Make Your Own Robot

Despite his devotion to Daleks—those cruel, armor-clad extraterrestrials from the TV show Doctor Who, now in its 50th year—Jim Rossiter has no interest in annihilating other civilizations. The 57-year-old Australian just likes how the aliens look. After decades of building radio-controlled vehicles, Rossiter made his own eerily accurate Dalek, right down its screeching battle cry: “Exterminate!”

A typical Dalek resembles a giant saltshaker outfitted with a ray gun, a menacing eye on a long stalk, and a third appendage shaped like a sink plunger (which, on the show, can suck its foes to death).

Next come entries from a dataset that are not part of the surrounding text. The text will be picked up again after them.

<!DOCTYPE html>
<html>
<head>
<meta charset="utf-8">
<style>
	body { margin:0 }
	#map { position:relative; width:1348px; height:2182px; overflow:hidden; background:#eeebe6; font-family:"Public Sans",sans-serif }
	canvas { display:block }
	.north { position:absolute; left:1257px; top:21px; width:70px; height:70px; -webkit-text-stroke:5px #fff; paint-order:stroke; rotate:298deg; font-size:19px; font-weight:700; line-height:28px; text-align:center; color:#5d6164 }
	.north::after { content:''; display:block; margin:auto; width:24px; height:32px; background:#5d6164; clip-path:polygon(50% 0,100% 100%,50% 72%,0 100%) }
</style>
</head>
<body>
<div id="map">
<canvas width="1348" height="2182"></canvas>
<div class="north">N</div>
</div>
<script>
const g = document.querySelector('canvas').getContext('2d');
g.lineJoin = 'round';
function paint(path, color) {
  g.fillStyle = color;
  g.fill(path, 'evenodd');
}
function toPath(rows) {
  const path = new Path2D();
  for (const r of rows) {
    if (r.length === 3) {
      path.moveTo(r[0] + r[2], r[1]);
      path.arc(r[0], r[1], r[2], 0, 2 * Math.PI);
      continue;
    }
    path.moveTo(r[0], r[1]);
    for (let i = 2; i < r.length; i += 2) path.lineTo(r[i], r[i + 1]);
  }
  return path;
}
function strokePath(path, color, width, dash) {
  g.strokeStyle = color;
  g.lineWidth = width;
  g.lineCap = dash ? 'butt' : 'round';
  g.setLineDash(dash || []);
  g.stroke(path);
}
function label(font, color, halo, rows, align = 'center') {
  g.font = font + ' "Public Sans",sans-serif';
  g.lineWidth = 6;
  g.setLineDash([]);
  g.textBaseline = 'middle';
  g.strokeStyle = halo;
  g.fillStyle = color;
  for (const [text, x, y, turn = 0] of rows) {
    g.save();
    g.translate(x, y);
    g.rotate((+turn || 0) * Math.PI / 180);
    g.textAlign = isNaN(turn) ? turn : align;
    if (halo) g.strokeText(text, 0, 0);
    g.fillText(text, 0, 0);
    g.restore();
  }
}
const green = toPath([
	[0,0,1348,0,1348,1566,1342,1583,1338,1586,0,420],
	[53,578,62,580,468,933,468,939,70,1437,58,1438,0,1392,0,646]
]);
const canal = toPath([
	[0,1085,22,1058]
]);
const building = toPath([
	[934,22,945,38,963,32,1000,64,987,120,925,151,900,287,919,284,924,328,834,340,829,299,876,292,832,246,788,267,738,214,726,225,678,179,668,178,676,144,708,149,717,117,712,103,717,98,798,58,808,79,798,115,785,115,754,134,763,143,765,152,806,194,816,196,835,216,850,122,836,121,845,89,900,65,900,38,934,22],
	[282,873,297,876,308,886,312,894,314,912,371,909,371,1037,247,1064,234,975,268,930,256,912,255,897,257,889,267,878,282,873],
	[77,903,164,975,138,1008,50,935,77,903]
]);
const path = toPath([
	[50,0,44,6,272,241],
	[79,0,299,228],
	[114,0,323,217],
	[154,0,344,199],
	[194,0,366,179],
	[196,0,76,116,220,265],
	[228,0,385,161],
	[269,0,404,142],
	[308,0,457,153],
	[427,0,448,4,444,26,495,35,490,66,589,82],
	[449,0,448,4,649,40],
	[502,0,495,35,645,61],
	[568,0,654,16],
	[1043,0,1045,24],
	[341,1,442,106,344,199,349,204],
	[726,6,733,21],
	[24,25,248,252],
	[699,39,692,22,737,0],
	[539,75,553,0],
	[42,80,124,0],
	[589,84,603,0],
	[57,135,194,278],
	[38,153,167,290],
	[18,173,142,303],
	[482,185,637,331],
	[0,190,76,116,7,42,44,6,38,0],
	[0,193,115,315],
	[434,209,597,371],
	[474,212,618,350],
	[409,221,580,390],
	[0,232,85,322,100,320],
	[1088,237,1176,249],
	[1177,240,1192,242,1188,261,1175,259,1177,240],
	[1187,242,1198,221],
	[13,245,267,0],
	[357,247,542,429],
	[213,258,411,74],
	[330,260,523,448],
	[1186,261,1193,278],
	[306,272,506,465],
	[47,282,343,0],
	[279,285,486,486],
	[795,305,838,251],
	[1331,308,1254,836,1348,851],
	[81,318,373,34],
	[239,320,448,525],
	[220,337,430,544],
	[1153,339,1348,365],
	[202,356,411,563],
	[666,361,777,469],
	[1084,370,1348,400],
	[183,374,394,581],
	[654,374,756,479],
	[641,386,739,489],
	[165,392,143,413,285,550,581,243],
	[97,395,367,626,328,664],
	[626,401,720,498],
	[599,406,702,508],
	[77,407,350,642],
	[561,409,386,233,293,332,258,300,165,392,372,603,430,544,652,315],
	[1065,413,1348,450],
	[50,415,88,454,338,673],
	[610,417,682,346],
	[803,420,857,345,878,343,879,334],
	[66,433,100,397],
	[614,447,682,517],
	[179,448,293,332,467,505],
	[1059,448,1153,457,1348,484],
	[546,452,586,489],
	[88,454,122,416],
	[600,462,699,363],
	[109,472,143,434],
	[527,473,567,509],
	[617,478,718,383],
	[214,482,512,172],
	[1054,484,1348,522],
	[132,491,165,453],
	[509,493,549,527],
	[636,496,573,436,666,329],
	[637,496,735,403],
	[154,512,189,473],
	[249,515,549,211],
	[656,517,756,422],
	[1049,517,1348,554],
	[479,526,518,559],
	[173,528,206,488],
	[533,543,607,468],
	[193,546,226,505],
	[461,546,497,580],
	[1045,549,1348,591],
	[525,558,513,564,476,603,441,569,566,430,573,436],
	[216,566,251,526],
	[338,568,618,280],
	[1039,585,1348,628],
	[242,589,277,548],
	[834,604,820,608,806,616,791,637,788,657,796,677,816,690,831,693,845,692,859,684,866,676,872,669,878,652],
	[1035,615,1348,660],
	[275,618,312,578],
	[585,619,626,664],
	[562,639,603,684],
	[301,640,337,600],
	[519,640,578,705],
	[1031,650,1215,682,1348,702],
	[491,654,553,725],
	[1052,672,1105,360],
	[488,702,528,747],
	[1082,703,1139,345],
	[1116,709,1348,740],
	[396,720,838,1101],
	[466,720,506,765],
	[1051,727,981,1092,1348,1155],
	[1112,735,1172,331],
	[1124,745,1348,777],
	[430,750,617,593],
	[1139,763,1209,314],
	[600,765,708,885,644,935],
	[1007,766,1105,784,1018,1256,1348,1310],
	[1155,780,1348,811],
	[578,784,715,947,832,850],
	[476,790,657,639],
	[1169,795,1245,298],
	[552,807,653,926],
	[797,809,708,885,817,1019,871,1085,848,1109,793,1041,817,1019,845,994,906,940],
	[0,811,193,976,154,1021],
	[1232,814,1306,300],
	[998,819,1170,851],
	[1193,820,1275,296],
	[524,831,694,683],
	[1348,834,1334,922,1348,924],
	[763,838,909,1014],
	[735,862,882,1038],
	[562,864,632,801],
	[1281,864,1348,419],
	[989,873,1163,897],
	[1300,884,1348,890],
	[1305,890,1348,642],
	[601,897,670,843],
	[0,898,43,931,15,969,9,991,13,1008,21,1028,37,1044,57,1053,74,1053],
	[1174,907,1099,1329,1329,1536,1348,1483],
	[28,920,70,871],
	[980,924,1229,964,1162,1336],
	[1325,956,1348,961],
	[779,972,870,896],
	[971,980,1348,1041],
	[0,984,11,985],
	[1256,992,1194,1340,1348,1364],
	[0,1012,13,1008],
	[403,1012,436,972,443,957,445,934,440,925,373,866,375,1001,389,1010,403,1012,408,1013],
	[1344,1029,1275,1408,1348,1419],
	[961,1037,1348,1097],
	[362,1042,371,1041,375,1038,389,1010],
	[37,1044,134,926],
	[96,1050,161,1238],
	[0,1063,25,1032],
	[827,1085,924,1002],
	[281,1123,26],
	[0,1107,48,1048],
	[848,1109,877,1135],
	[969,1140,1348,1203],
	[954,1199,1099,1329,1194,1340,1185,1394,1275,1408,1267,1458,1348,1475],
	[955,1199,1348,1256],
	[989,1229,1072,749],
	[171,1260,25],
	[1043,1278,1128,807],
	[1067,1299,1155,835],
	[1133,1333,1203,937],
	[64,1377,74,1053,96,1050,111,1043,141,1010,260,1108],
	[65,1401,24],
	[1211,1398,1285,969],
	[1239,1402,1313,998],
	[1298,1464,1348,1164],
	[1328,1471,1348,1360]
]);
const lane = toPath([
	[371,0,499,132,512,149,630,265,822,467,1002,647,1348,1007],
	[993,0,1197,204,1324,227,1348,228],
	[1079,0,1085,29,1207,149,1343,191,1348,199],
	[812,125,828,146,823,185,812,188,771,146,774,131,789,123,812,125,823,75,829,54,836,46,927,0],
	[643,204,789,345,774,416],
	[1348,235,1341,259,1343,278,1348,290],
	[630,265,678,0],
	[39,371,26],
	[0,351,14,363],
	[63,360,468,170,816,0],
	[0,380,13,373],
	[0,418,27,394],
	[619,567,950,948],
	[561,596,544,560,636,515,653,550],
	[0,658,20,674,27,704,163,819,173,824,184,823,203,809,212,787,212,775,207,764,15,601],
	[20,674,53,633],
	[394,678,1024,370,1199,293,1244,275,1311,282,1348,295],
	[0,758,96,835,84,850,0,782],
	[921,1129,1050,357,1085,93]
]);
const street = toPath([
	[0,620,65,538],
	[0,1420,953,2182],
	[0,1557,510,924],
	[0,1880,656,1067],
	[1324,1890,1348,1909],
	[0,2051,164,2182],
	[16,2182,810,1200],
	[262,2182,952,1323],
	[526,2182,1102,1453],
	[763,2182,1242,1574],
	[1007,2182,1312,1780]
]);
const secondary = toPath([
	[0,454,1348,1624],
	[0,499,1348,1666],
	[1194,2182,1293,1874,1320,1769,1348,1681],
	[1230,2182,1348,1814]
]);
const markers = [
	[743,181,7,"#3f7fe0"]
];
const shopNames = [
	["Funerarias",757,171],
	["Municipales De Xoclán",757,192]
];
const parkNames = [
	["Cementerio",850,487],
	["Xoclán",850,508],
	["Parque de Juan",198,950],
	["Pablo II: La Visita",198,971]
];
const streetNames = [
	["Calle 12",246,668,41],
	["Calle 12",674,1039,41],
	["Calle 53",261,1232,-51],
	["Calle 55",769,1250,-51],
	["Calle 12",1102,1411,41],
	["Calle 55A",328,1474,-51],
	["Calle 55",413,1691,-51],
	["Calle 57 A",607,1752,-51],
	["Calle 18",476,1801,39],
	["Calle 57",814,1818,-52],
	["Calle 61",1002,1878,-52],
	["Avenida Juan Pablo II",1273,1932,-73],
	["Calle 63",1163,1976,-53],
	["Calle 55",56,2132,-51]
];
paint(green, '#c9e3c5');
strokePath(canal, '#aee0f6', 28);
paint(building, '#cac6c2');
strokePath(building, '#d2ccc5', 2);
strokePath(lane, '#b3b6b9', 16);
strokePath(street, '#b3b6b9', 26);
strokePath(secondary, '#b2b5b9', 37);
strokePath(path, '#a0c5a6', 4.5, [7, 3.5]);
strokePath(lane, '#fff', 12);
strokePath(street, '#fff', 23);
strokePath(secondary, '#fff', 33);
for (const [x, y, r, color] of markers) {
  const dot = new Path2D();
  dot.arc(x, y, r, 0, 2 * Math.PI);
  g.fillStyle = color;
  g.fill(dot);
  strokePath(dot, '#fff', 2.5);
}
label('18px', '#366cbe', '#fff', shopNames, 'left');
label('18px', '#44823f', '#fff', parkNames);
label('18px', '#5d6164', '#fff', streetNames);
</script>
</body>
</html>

Beneath the exoskeletal armor lives a tentacled mutant soldier whose mission is to destroy all other life.

Still, Daleks have an unusual B-movie charm that inspires fan adoration. Rossiter, a machinist by trade, found himself part of a global community of passionate Dalek builders who share plans, tips, and tricks, ncluding advice about 3-D–printing replicas of rare 1960s ray guns.

Rossiter began with a wood and fiberboard frame. What initially resembled a weird piece of furniture soon looked threatening, as Rossiter lathed several pieces of aluminum into the Dalek’s ray gun. He set the barrel of the gun in a spherical wooden bedpost, and later fit the bedpost inside the body so it could rotate like an arm in a shoulder socket.

Next, Rossiter spent months sawing, sanding, and fiberglassing the Dalek’s body and dome-shaped head. To make the eyestalk move up and down, he first installed a windshield-wiper motor. Once he switched it on, though, it wouldn’t stop. “The motor kept trying to move the arm [on its own],” he says. He eventually opted for a simpler servomotor, and he used another servo—linked to a wheel from an old remote-control car—to rotate the head from the inside.

Other fans built Daleks with room for a human driver, but Rossiter had a different plan. “I wanted to see it moving rather than see from inside,” he says. So he wired every part for remote control, and set the body on top of a concealed baseplate equipped with two caster wheels and a pair of fat mobility-scooter tires. Each tire moves on an independent motor, allowing Rossiter to drive the Dalek like a tank.

Finally, he transferred sound bites of the Dalek’s bleating voice to an old MP3 player, pulled that apart, and wired it to a custom amp and a set of speakers in the body. He can activate the voice from afar, but he’s working on a remote microphone and voice-modulation system to twist his words into Dalek-speak in real time.

Rossiter’s monstrosity has already terrorized nieces and nephews, but in October he plans to invade an Australian science-fiction convention called Armageddon. The challenge will be getting the alien there; it doesn’t fit through his shop door. “Daleks have their own spaceships,” Rossiter says. “I only have a little hatchback.”